В те далекие времена, когда Аркан со Скуфью выступил в поход, ахманеи уже считали побережье Красного моря своей землей, хотя сетовали на ее нестерпимый зной, пустынность и жаловались на свою несчастную долю. Повинуясь природе, многие из них все еще кочевали по полуденным чужим странам, завидовали благам, которые дают боги другим народам, и были не воинственными. Но те, что поселились у моря, занимались разбоем, грабя купеческие суда и караваны, идущие сквозь Ирийскую пустыню, притом никогда не озоровали в своих пределах, а будто хортье племя, обрядившись в одежды ассирийцев, мудегов или гирунов, рыскали по чужим землям и берегам, чтоб оседлых ахманеев не заподозрили в воровском промысле. А у себя, на Красном море, они будто бы рыбу ловили да водорослями питались, никогда не носили оружия и жили в нищих лачугах из тесаного, узорчатого камня, взятого с развалин храмов. В жаркой, выжженной пустыне и по взморью тогда еще во множестве высились руины сколотских святилищ, ныне разобранных на строительный камень и погребенных песками.

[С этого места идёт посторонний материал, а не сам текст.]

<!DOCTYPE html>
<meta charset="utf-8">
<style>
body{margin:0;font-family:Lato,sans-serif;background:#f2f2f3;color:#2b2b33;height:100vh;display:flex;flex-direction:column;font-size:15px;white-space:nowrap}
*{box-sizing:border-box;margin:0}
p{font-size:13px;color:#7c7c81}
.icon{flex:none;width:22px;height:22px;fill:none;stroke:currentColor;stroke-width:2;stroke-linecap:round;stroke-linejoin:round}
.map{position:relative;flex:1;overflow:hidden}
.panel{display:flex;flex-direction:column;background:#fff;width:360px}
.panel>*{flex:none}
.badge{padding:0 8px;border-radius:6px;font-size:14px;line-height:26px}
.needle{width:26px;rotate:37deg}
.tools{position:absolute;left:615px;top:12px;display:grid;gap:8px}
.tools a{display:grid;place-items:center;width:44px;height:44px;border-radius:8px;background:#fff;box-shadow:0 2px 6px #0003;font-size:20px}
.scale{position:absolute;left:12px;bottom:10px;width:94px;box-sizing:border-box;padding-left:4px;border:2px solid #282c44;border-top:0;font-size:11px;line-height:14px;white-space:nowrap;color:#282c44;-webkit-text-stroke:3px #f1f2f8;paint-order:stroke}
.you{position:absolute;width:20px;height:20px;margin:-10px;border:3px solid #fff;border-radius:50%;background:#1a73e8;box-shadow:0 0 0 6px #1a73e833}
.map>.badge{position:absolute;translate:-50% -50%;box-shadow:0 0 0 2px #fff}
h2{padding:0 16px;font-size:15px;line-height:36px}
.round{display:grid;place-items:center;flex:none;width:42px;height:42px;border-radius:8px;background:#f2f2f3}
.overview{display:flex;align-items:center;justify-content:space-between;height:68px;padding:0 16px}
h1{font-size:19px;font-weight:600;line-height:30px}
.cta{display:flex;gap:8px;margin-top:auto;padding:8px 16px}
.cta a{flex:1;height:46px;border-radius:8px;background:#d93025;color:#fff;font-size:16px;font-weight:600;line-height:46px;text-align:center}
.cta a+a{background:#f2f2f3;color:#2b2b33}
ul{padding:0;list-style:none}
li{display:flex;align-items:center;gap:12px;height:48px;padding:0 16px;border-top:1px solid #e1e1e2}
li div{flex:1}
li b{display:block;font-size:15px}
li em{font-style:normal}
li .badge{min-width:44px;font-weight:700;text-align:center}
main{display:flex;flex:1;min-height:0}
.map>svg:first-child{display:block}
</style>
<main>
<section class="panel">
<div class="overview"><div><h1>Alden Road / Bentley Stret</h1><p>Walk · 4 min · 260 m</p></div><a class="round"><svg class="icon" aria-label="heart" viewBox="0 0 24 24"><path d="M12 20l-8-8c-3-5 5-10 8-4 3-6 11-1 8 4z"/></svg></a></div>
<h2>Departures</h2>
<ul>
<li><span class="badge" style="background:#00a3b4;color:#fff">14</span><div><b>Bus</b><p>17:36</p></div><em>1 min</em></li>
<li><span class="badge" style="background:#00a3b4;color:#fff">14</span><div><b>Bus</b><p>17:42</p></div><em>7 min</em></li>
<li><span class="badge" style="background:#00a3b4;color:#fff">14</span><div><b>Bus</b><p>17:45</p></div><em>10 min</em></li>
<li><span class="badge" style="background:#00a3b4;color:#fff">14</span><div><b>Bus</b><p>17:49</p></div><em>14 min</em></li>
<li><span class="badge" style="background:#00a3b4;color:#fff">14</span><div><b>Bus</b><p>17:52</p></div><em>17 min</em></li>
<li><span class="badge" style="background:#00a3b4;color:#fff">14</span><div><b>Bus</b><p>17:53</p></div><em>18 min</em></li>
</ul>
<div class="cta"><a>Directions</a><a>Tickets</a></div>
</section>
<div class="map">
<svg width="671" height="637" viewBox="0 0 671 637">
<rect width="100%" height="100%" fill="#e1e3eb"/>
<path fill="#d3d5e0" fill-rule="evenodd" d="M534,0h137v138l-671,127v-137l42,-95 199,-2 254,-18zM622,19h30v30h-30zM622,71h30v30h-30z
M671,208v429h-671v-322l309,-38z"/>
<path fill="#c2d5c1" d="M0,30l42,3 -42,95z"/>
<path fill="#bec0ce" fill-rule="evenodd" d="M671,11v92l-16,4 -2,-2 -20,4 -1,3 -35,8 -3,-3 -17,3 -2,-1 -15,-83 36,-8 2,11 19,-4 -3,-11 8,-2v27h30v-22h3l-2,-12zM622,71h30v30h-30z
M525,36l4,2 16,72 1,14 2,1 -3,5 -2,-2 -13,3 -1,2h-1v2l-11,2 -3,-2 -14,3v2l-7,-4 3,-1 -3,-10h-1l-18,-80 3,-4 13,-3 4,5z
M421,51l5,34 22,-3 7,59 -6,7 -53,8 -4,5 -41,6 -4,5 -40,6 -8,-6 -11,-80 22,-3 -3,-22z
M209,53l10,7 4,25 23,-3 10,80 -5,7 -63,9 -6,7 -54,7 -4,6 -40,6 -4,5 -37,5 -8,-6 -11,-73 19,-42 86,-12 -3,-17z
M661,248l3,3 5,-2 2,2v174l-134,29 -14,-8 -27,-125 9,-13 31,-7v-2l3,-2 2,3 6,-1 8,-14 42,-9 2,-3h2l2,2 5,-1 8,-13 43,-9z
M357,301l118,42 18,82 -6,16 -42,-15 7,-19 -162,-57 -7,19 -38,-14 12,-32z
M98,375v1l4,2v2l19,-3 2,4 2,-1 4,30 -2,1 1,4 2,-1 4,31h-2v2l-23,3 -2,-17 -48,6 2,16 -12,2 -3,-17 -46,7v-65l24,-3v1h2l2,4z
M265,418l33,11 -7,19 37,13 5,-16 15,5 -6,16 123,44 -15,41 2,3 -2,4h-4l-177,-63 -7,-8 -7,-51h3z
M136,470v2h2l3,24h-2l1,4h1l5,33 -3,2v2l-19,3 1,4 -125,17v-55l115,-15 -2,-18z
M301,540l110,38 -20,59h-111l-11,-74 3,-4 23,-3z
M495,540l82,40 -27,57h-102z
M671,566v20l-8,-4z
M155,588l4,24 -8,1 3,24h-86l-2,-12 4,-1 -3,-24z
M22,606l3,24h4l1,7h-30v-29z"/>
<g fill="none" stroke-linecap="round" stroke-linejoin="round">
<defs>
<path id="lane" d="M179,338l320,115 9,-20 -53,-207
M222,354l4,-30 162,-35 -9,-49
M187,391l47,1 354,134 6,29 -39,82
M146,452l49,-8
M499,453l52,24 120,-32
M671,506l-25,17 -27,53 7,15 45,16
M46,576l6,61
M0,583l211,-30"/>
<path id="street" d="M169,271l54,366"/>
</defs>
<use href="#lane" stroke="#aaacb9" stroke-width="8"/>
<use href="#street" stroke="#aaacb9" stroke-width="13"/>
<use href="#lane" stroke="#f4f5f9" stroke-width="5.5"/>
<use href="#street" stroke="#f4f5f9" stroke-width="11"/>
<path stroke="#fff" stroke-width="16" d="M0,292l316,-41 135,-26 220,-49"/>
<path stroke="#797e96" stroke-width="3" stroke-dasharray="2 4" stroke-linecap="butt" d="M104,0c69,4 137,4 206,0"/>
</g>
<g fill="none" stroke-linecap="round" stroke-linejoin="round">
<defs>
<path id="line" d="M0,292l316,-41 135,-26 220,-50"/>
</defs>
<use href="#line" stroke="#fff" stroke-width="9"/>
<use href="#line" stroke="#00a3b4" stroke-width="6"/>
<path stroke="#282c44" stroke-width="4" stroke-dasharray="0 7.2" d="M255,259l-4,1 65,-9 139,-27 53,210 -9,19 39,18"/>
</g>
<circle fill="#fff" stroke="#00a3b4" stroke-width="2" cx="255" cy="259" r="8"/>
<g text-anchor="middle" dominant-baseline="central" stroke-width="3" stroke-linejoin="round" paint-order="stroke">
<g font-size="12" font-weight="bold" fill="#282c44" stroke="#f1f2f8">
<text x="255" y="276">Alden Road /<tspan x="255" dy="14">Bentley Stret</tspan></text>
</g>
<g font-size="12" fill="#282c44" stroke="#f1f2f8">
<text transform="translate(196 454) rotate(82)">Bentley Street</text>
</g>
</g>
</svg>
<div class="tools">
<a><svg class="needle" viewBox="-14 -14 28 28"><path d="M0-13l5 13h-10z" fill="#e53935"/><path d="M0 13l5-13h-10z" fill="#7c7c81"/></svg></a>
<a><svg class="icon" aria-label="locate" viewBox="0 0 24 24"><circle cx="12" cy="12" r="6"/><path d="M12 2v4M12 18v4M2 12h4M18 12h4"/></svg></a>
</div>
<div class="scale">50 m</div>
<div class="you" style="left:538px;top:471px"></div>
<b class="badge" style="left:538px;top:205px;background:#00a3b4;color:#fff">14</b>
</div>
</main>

И вот под одной из развалин, а под какой точно, уже никто не помнил, в подземной усыпальнице, вместе с прахом, был схоронен священный список Гласа сколотов, исполненный на растянутой и отглаженной шкуре быка. По преданию, там значились сакральные имена всех богов, а каждый имел их до дюжины. Его-то и вздумал добыть Аркан, чтоб исполнить завещание предков и чтоб сотворенные солнцем братья, владея сакральным Гласом, могли вновь утвердить на Земле благодатный Ирий.
Два года государь вел Скуфь, где без спроса, где с согласия племен проходя сквозь их земли, а где пробиваясь силой, поскольку при виде великого сарского войска многие народы исполчились и встали на пути, ибо не ведали истинной причины похода. На Двуречье Аркан разбил и обратил в бегство мудегов, под пустынными горами – ассирийцев и гирунов, а в Ирийской пустыне пленил царя оседлых ахманеев, Бенхуна, и оставил у себя как заложника, дабы его разбойные и пиратские шайки не смели чинить препятствий и мешать замыслам ни на море, ни на суше. И лишь после того послал он отряды в пустыни, чтоб отыскали все руины святилищ, а сам купил корабль и стал ходить вдоль берегов: по преданию сколотов, храм, в усыпальнице которого хранился Глас, в полуденный час и до сей поры на короткий миг испускает свет, ибо священный список, а точнее, сакральные слова, составленные в магический ряд, обладают лучезарностью.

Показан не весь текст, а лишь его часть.